Time: 0    Alice writes balance = 100 to Node A
Time: 1 Bob reads from Node B
Result: Bob sees 100 (not old value)

Guarantees: Bob MUST see Alice's write
Cost: Node B must sync with Node A first

Causal Consistency

Definition: Operations that causally relate to each other are seen by all processes in the same order. Non-related operations can appear in different orders.

Characteristics:

  • Weaker than strong consistency (allows some ordering divergences)
  • Stronger than eventual consistency (respects causal relationships)
  • Better latency than strong consistency
  • Useful for operations with dependencies

When to Use:

  • Message threads (replies must follow messages)
  • Collaborative editing (edits depend on previous state)
  • Comment threads (replies must appear after comments)
  • Any scenario with ordered dependencies

Trade-off: You avoid some latency costs of strong consistency while maintaining logical ordering.

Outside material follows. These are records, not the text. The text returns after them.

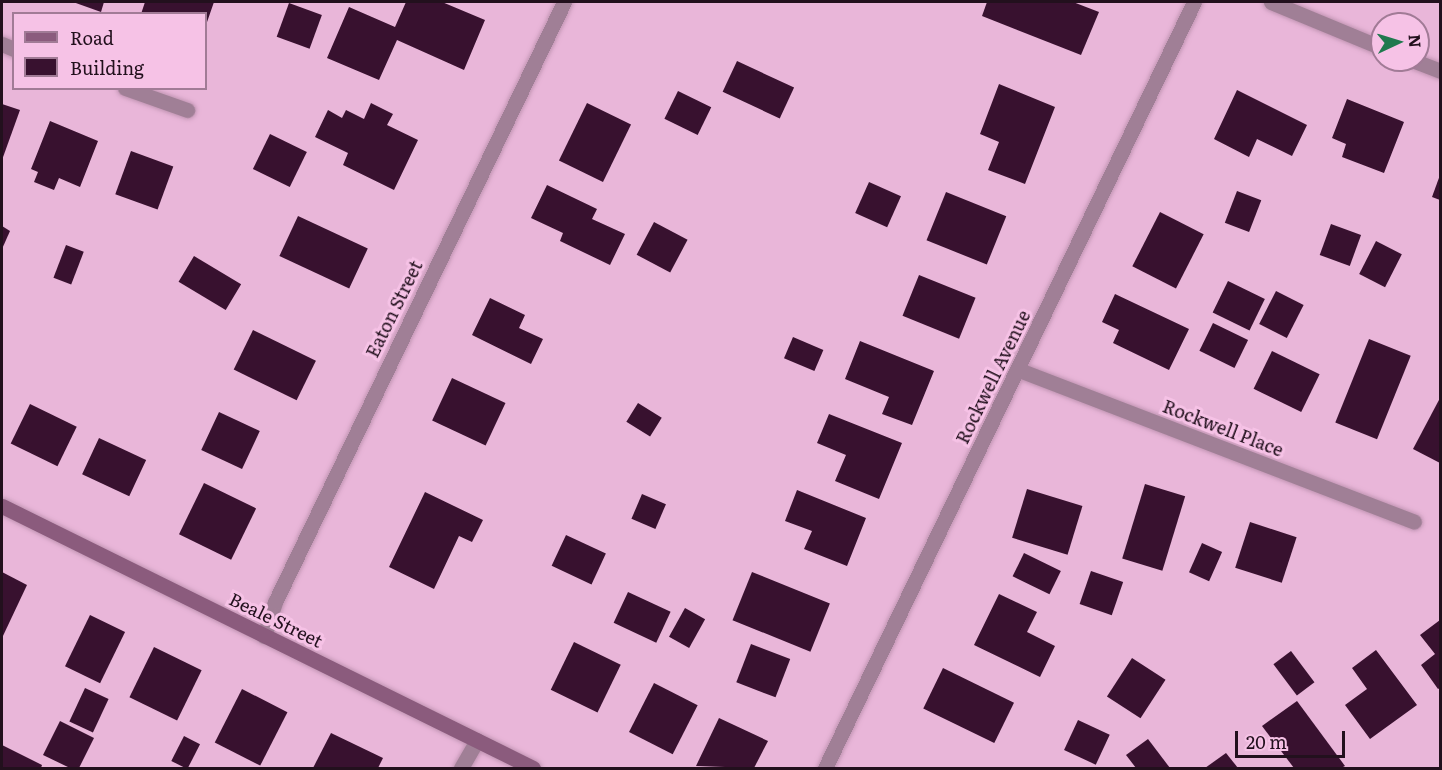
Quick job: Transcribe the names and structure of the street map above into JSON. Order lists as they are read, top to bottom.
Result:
{
  "streets": {
    "main road": ["Beale Street"],
    "street": ["Eaton Street", "Rockwell Avenue", "Rockwell Place"]
  },
  "crossings": [
    ["Eaton Street", "Beale Street"],
    ["Rockwell Avenue", "Rockwell Place"]
  ],
  "legend": ["Road", "Building"],
  "scale_bar": "20 m",
  "north": "right"
}
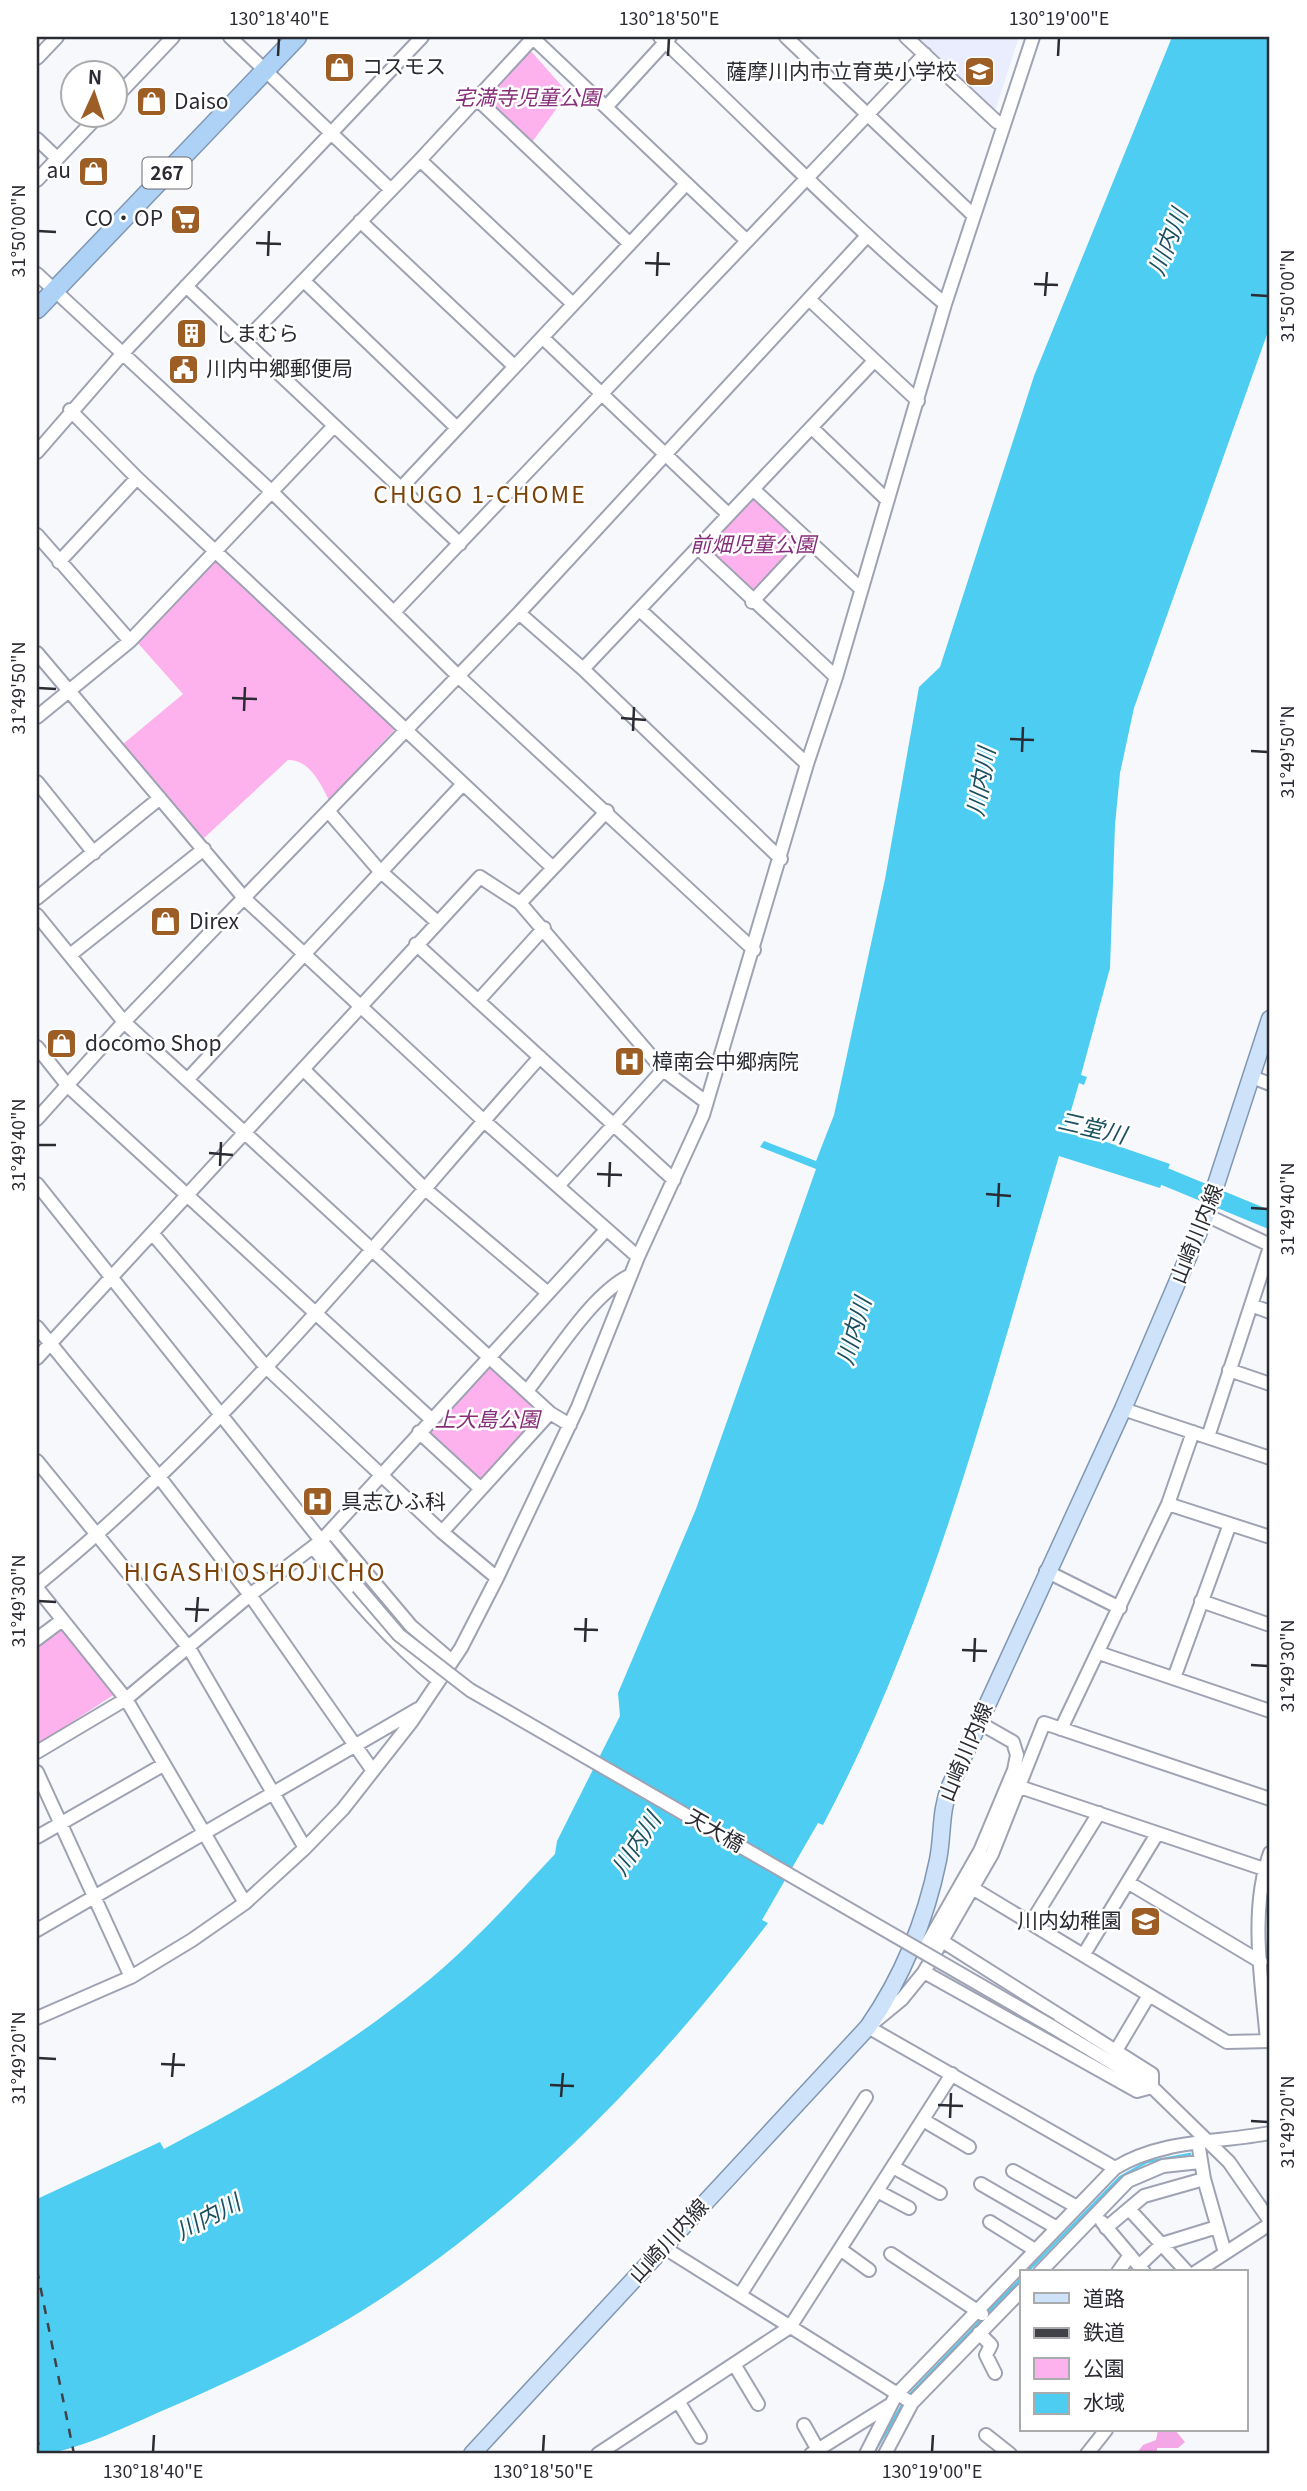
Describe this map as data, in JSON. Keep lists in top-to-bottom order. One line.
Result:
{"streets":{"highway":["267"],"main road":["山崎川内線"],"street":["天大橋"]},"districts":["CHUGO 1-CHOME","HIGASHIOSHOJICHO"],"water":["川内川","三堂川"],"parks":["宅満寺児童公園","前畑児童公園","上大島公園"],"places":{"shop":["コスモス","Daiso","au","Direx","docomo Shop"],"school or university":["薩摩川内市立育英小学校","川内幼稚園"],"supermarket":["CO・OP"],"building":["しまむら"],"public building":["川内中郷郵便局"],"hospital":["樟南会中郷病院","具志ひふ科"]},"legend":["道路","鉄道","公園","水域"],"north":"top","coordinates":["130°18'40\"E","130°18'50\"E","130°19'00\"E","31°50'00\"N","31°49'50\"N","31°49'40\"N","31°49'30\"N","31°49'20\"N"]}
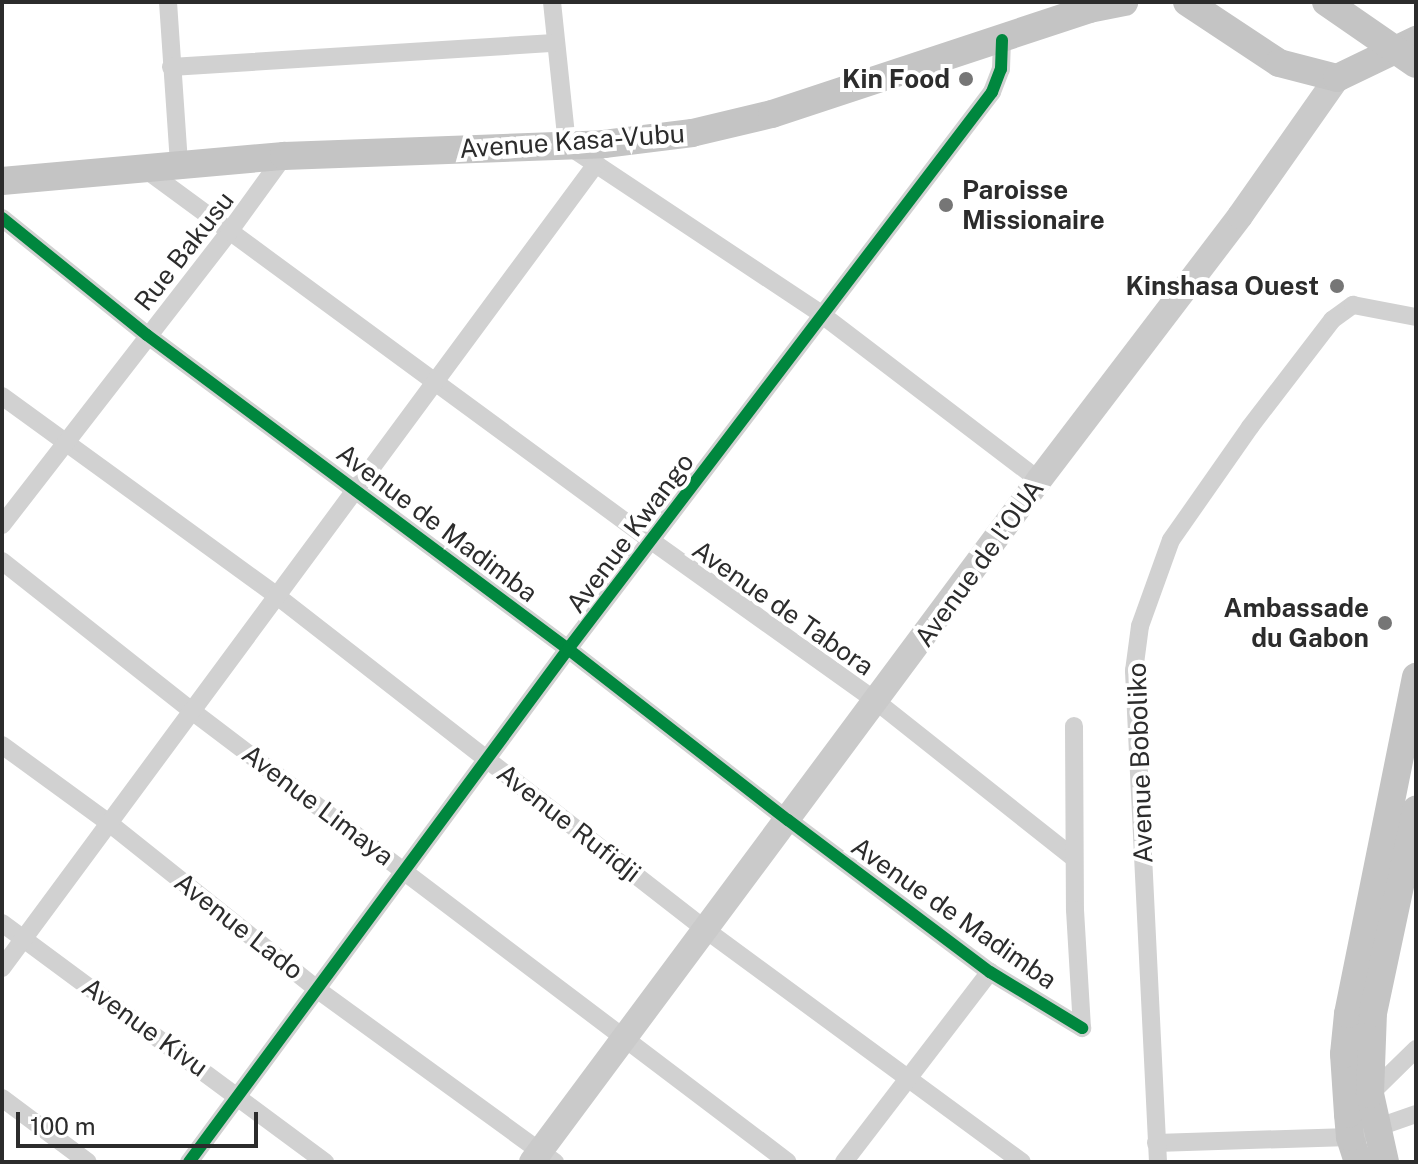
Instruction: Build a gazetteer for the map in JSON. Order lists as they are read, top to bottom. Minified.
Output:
{"streets":{"main road":["Avenue Kasa-Vubu"],"street":["Rue Bakusu","Avenue de Madimba","Avenue Kwango","Avenue de l’OUA","Avenue de Tabora","Avenue Boboliko","Avenue Limaya","Avenue Rufidji","Avenue Lado","Avenue Kivu"]},"crossings":[["Avenue Kasa-Vubu","Rue Bakusu"],["Avenue Kasa-Vubu","Avenue Kwango"],["Avenue Kasa-Vubu","Avenue de Tabora"],["Rue Bakusu","Avenue de Madimba"],["Rue Bakusu","Avenue de Tabora"],["Rue Bakusu","Avenue Rufidji"],["Avenue de Madimba","Avenue Kwango"],["Avenue de Madimba","Avenue de l’OUA"],["Avenue de Madimba","Avenue de Tabora"],["Avenue Kwango","Avenue de Tabora"],["Avenue Kwango","Avenue Limaya"],["Avenue Kwango","Avenue Rufidji"],["Avenue Kwango","Avenue Lado"],["Avenue Kwango","Avenue Kivu"],["Avenue de l’OUA","Avenue de Tabora"],["Avenue de l’OUA","Avenue Limaya"],["Avenue de l’OUA","Avenue Rufidji"],["Avenue de l’OUA","Avenue Lado"]],"places":["Kin Food","Paroisse Missionaire","Kinshasa Ouest","Ambassade du Gabon"],"scale_bar":"100 m"}
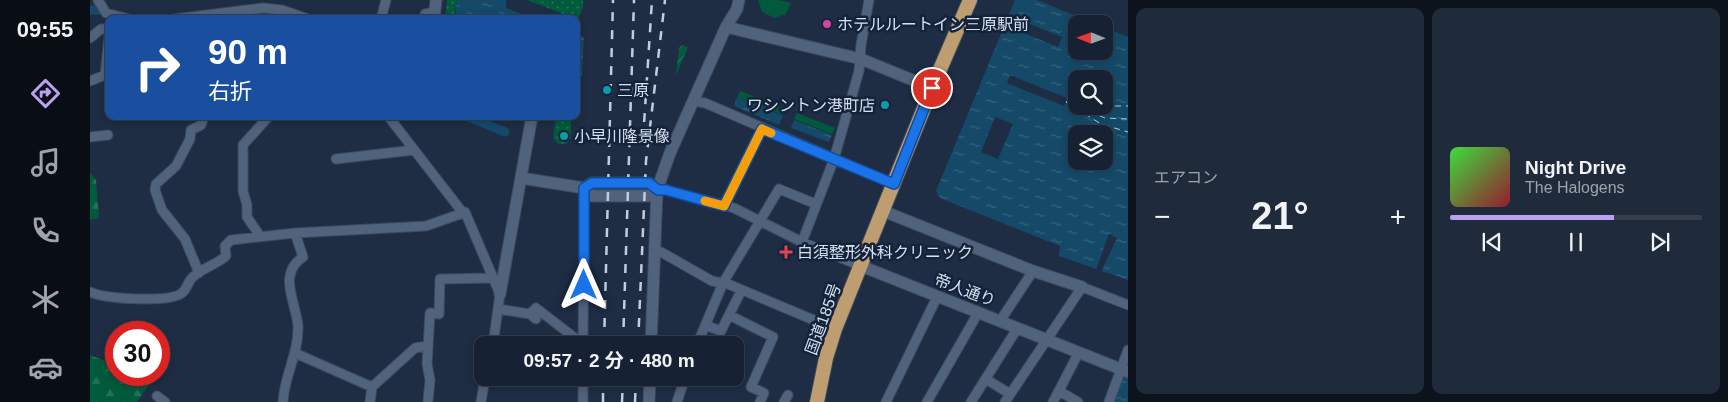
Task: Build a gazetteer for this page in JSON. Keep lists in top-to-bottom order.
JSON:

Time: 0    Alice posts message "Hello"
Time: 1 Bob reads message "Hello"
Time: 2 Bob replies "Hi there"
Time: 3 Charlie reads both message and reply

Guarantees: Charlie sees message before reply
(causal relationship preserved)

No guarantee: If Dave posts unrelated message,
order relative to Alice's message is undefined

Eventual Consistency

Definition: All updates eventually propagate to all replicas. No guarantees about timing, but all writes eventually appear everywhere.

Characteristics:

  • Highest throughput (no coordination overhead)
  • Lowest latency (writes don't wait for confirmation)
  • Temporary inconsistency (reads may be stale)
  • Requires application logic to handle conflicts
  • Simple to scale horizontally

When to Use:

  • Social media feeds (eventual correctness is fine)
  • Product recommendations (stale data acceptable)
  • Caching layers (temporary inconsistency expected)
  • Systems with high read traffic (can scale reads infinitely)
  • Analytics and logging (eventual consistency natural)

Trade-off: Simplest to implement and scale, but application must handle temporary inconsistency.

Time: 0    Alice writes counter = 100 to Node A
(doesn't wait for Node B to acknowledge)
Time: 1 Bob reads counter from Node B
Result: Bob might see 99 (old value)

Time: 2 Update propagates to Node B
(Bob's next read sees 100)

No guarantee: When exactly Bob sees the update

Real-World Consistency Failures and How to Handle Them

Case Study 1: Overselling in E-Commerce

Problem: Two orders place last item in inventory simultaneously

Time 0:  Item inventory = 1
Time 1: Order A checks inventory (sees 1, places order)
Time 2: Order B checks inventory (sees 1, places order - race condition!)
Time 3: System processes Order A (decrements to 0)
Time 4: System processes Order B (decrements to -1, error!)

Solutions by consistency model:

# Strong Consistency: Serialize with lock
def purchase_item_strong(item_id):
with lock(item_id): # Mutex
inventory = database.get(item_id)
if inventory > 0:
database.update(item_id, inventory - 1)
return success
return out_of_stock

# Eventual Consistency: Accept then reconcile
def purchase_item_eventual(item_id):
# Optimistic: assume success
database.decrement(item_id)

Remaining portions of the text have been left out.